The phrases Hollywood Comedy. Romcom and the rest should be replaced
by 'boring rot'. British farces with Brian Rix were haplessly
unfunny. Laurence and Hardy were funny. Jacques Tati wasn't.
Personal choices, but I'm sure there's a theme. The French film
'Mario et Jeanette' is gloriously funny. Watch Tinker, Tailor,
Soldier Spy last night, Sue collapsed laughing - it was so dire it was
funny - until I realised we'd paid £5 to see it in HD! {miserly Scot
joke]
In Greek theatre, tragedies didn't have happy endings, as opposed to
comedies. I was sickened once in a Sheffield theatre because the
awful middle class audience was laughing at working class stereotypes
(now we have Shameless) and in a Watford club watching the working
class laugh with Jim Davidson. South Park is funny, the Simpsons was,
Family Guy and American Dad can be but go gross too often instead.
Monkey Dust was a riot. All good sociology - though most students
under 30 don't get why. Teaching economics is a tragedy and farce at
the same time - my lectures end up as shaggy dog stories. Years ago I
found a guide to passing police exams written by a civil servant that
was both funny and a great help. His claim was you could pass with no
practical knowledge at all and a set of key phrases like 'a police
officer in uniform (2 points) may (1 point) arrest (1 point)' and
similar. That year my LL.B exam contained the question 'W shoot his
wife and claims he thought she was a clay pigeon. Comment on his
legal liability'. Such humour seems to have deserted us. Now we have
"competence based" exams which test one's ability to regurgitate words
on key answer cards. Mother in law jokes get you sacked.
On Feb 1, 2:42 pm, archytas <nwte...@gmail.com> wrote:
> My child hood was littered with jokes. How do you keep an Irishman
> busy all day - put him in a barrel and tell him to micturate in the
> corner. The Germans bombed our chip shop and had no sense of humour.

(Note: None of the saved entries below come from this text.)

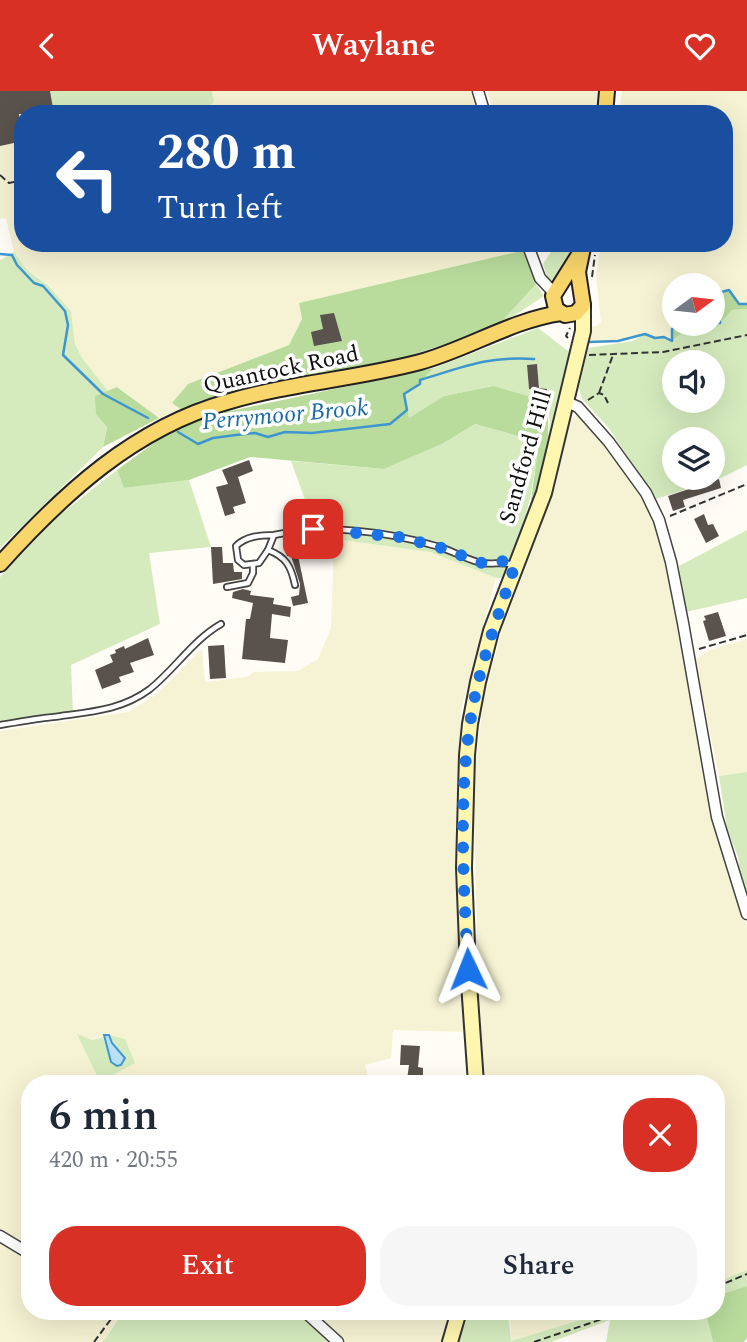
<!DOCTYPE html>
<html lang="en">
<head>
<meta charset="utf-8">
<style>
	body { margin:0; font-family:Spectral,serif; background:#f6f6f7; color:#1f2937; height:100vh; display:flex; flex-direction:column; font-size:26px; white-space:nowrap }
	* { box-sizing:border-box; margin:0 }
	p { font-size:23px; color:#747a83 }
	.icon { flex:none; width:38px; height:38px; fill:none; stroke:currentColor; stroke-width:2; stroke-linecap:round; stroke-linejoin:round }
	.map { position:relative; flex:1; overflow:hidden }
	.side { position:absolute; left:21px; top:984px; width:704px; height:245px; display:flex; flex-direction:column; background:#fff; border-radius:28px; box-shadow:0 7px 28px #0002 }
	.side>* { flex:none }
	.banner { position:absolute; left:14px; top:14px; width:719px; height:147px; border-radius:28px; box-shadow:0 7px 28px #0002; background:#1a4fa0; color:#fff; overflow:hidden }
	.needle { width:46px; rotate:75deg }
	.buttons { position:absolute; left:662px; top:182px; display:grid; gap:14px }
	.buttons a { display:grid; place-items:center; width:63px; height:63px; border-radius:50%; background:#fff; box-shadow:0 7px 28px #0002; font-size:35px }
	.pin { position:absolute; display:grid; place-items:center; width:60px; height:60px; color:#fff; margin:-30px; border-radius:14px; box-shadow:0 4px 10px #0006 }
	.me { position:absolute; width:77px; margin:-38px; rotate:358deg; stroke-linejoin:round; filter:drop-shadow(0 0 5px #0008) }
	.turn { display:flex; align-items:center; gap:24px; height:147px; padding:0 28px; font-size:32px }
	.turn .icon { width:91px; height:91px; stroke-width:2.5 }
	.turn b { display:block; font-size:49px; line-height:60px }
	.round { display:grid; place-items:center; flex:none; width:74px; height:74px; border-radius:28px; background:#f6f6f7 }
	.overview { display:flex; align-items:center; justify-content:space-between; height:119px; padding:0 28px }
	h1 { font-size:42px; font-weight:600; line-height:52px }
	.primary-button { display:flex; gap:14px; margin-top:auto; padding:14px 28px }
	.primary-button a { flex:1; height:80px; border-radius:28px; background:#d93025; color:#fff; font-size:28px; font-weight:600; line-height:80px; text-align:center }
	.primary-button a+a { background:#f6f6f7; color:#1f2937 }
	header { display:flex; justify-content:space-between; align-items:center; height:91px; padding:0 28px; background:#d93025; color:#fff; font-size:32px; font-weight:600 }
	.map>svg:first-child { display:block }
</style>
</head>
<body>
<header><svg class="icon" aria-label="back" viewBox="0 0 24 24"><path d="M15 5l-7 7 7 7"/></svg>Waylane<svg class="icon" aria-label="heart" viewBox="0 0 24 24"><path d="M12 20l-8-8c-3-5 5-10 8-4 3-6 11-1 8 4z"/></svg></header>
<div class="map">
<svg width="747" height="1251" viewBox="0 0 747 1251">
	<rect width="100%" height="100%" fill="#fffdf5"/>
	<g fill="#f6f3d4" fill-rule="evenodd">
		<polygon points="0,0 50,0 54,23 23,23 23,152 522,152 525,159 299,212 302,228 289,254 188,293 172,312 182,319 159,327 118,296 108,300 82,267 75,253 71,220 49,194 28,180 14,161 6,127 0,128"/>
		<polygon points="212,0 473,0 480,23 201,23 214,11"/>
		<polygon points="487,0 598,0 595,23 495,23"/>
		<polygon points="622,0 747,0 747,213 739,213 714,203 720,232 712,231 712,194 674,194 674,233 679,233 672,238 672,250 664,246 655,247 645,243 618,250 589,251 590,236 596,235 601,231 596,184 601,152 724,152 724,23 619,23"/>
		<polygon points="579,323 595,340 652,418 664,459 706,683 711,725 747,836 747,1179 716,1191 716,992 486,992 479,924 473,690 484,608 501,541 556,393 570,329"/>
		<path d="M334 448 430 461 496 487 461 619 455 784 466 941 393 939 391 967 365 974 370 992H30V1158L0 1138V640L128 621 157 603 202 558 205 591 247 586 254 581 298 580 318 568 331 537ZM107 943 125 948 100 991 79 944 92 949Z"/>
		<polygon points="747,548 747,681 719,685 695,569 709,559"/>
		<polygon points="0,1150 30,1168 30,1220 114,1220 121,1223 103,1251 0,1251"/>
		<polygon points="310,1220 452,1220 442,1251 346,1251"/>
		<polygon points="508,1220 609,1220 510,1250 511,1237"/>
	</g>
	<g fill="#d5ebbd" fill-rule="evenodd">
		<polygon points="50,0 212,0 214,11 201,23 54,23"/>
		<polygon points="557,152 575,152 569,169 551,190 547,185 543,173"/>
		<polygon points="14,161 28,180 48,194 71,220 75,253 82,267 108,300 95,306 107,335 103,356 0,457 0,169"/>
		<polygon points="536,193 544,205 497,236"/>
		<path d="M747 218V374L723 386 656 408 608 336 582 308 579 297 588 257 633 250 645 243C655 247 663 245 672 250 684 238 692 242 705 234L717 236 732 219ZM674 271H712V310H674ZM674 348H712V387H674Z"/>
		<path d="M538 237 572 263 558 328 547 355 550 331 546 308 547 298 539 297 537 273 527 274 529 298 532 299 531 306 492 295 444 305 409 328 404 303C416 298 424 286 434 277Z"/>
		<path d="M475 333 539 351C532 401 526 441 502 487H496L430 461 334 448 335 439 308 417 291 370 384 378 442 353Z"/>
		<polygon points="117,379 124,397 189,389 211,456 149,462 160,533 71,574 73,624 0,634 0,486 57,426"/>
		<polygon points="747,439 747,507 686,521 679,475"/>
		<polygon points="747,681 747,804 741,789 738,766 727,737 719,685"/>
		<polygon points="77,943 92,949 103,946 111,971 125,967 107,943 125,948 135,972 100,991"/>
		<polygon points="747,1179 747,1195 716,1205 716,1191"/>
		<polygon points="124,1220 299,1220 310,1234 331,1251 103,1251"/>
		<polygon points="468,1220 508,1220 511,1250 609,1220 705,1220 713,1251 606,1251 610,1229 551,1251 459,1251"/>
	</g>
	<g fill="#b9dc9c">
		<polygon points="525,159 536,193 497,236 390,271 256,294 200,310 182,319 172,312 188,293 289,254 302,228 299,212"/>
		<path d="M729 199 739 213H747V218L732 219 717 236 705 234C692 242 684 238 672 250V238L679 233H688L692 237 697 233 720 232 714 203Z"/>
		<path d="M434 277C424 286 416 298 404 303L409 327 444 305 493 295 546 310C553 350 543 380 530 416L539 351 475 333 442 353 384 378 250 366 189 389 124 397 117 379 158 349 202 326Z"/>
		<polygon points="117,296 159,327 103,356 107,336 96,323 95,305"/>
		<polygon points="747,1195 747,1247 744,1251 713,1251 705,1220 716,1220 716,1205"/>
	</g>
	<polygon fill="#b9e0f7" stroke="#3f96cf" stroke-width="2" points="104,944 109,944 112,952 125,967 121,974 117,975 111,971"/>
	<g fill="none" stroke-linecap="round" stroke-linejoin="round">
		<g stroke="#3f96cf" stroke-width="2.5">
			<polyline points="0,163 12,164 17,174 34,192 43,195 65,220 68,234 63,264 103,303 148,327"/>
			<polyline points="712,231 720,232 714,203 729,199 739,213 747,213"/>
			<polyline points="685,233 692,237 697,233"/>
			<polyline points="589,251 618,250 645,243 655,247 664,246 672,250 672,238 679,233"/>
			<path d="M178 341 198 353 213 347 236 344 255 342 268 346 285 341 312 342 390 333 407 319 404 303 420 293V289C464 276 487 265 534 268"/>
		</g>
	</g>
	<g fill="#5a524d">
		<polygon points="0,0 50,0 54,23 19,23 23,50 0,55"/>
		<polygon points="334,222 342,250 314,255 311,241 323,238 320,224"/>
		<polygon points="537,273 539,297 547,298 546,308 531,306 532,299 529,298 527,274"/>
		<polygon points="249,369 253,380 238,386 246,412 233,416 235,422 225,425 216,396 228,393 222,379"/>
		<polygon points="719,388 721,397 683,409 685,416 673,420 668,405"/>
		<polygon points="704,423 708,434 713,433 719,445 706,452 694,428"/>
		<polygon points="294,446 308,512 293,515 291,506 299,504 300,493 291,465 287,465 283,448"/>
		<polygon points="211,456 222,456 223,472 233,472 234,481 242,481 242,488 213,493"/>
		<polygon points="243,498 251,500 250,504 274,507 273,513 291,516 290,526 272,523 270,547 288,549 285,572 242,568 246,528 250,528 253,512 232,507 233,501"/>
		<polygon points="718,521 726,545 709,550 703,530 706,529 704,525"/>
		<polygon points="148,547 154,564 130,572 134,581 119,586 121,591 102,598 95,579 113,571 110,564 116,562 115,559 124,555 125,558"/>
		<polygon points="224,554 226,587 210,588 208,555"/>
		<polygon points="401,954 420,955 418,976 423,977 423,990 407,989 409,974 400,974"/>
	</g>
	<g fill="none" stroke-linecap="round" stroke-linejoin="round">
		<g stroke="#444" stroke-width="8">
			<g id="service">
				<path d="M274 444C261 444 246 445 236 455L238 469 244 474 259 472 268 459 274 444C326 433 385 440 436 455 452 459 466 469 482 472 494 474 502 470 514 474"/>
				<path d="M268 459C286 466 291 475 295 494"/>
				<polyline points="227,496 248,492 253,482 253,474"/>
				<path d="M0 634C18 631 35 628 53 626 88 621 121 620 150 598 175 578 193 549 221 533"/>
			</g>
		</g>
		<g stroke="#444" stroke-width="13">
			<g id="minor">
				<polyline points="478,0 485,23"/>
				<polyline points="527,152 540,187 554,202"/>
				<polyline points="567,311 578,316 609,351 646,402 659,429 671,471 683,532 717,726 747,823"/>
				<polyline points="0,1145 30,1163"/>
				<polyline points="304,1220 338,1251"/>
			</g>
		</g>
		<g stroke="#333" stroke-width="18">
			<g id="secondary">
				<polyline points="476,992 468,878 464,777 467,664 470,633 478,591 491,540 544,402 552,369 583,240 583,214"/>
				<polyline points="450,1251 459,1220"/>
			</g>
		</g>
		<g stroke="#222" stroke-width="18">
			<g id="primary">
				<polyline points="605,23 607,0"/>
				<polyline points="580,162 553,205 556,218 565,224 576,222 583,214 578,181 584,152"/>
				<path d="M0 473C63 403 134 337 227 311 290 292 356 288 420 271 468 258 512 229 561 222"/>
			</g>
		</g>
		<g stroke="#333" stroke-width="2" stroke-dasharray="7 3.5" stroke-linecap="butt">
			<polyline points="0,84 9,92 23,89"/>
			<polyline points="592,186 595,164"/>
			<polyline points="568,247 566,245 570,237"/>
			<polyline points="589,264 663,261 747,244"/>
			<polyline points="599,302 613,264"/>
			<polyline points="588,309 599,302 604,304 608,312"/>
			<polyline points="670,425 747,393"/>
			<polyline points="699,558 747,544"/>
			<polyline points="716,1196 747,1183"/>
			<polyline points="94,1251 117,1220"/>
			<polyline points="534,1251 626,1220"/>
		</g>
		<use href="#service" stroke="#fff" stroke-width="4.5"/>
		<use href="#minor" stroke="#fff" stroke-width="10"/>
		<use href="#secondary" stroke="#fff6b0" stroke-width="14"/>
		<use href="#primary" stroke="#f9d66b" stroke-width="14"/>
	</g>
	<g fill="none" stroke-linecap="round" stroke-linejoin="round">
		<path stroke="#1a73e8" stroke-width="12" stroke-dasharray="0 21.6" d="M313 438 399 446 439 456 485 473 502 470 515 474C498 526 478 577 470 633 458 713 464 797 468 878"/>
	</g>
	<g text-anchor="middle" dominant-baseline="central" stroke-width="7" stroke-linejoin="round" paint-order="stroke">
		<g font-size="23" fill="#111" stroke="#fff">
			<text transform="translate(281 279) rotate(-12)">Quantock Road</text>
			<text transform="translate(526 366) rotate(-74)">Sandford Hill</text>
		</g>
		<g font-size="24" font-style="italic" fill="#1768a6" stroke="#fff">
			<text transform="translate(285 324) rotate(-5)">Perrymoor Brook</text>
		</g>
	</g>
</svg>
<div class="buttons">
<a><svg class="needle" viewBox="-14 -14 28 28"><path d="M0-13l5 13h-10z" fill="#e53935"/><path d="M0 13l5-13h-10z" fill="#747a83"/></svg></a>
<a><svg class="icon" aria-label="sound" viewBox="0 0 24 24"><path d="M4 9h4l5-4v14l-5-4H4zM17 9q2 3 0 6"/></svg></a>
<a><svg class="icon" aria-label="layers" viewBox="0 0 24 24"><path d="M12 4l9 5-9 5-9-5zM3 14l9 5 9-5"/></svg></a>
</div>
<div class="pin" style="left:313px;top:438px;background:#d93025"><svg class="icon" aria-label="arrive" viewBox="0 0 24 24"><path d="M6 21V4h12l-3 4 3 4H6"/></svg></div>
<svg class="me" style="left:468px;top:878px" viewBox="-20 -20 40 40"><path d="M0-17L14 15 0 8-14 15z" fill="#1a73e8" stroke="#fff" stroke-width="4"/></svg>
<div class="banner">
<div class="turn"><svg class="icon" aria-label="left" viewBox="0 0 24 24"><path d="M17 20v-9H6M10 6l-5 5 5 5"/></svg><div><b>280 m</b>Turn left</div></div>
</div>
<section class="side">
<div class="overview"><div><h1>6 min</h1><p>420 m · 20:55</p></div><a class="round" style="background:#d93025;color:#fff"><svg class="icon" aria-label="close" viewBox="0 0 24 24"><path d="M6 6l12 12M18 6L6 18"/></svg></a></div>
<div class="primary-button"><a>Exit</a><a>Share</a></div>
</section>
</div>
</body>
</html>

> In France, the Belgians are the butt or "Irish" jokes; elsewhere the
> Poles. Jokes often rely on 'taking the Micky' - ridiculing someone
> else. In Englishmen, Scotsmen and Irishmen jokes it was common for
> the English and Scots to be the suckers to a sharp and cunning
> Irishman. Even the holocaust has been subject to joking - often by
> the victims.
>
> I have taught Kierkegaard as an example of dark, lengthy Danish humour
> (and can point to books on same). There is an affinity in his work
> with the Monty Python poverty joke in which each in turn recalls a
> childhoods in greater poverty than the last. Eventually, just as one
> thinks the guy claiming to have lived in a shoebox on the central
> reservation of the M6 has 'won' the game another bloke says,
> "Shoebox? You had a shoebox. Luxury!" Kierkegaard does this with
> Christianity.
>
> My own humour is dark, but it's rare I mean anyone harm. I used to
> think that satire offered some hope of change, but in recent years
> have come to see it as merely part of the problems we have. It is of
> the Establishment and feigns resistance.
>
> I think humour might be part of a way out of chronic illusion; but it
> is often merely cruel and parochial.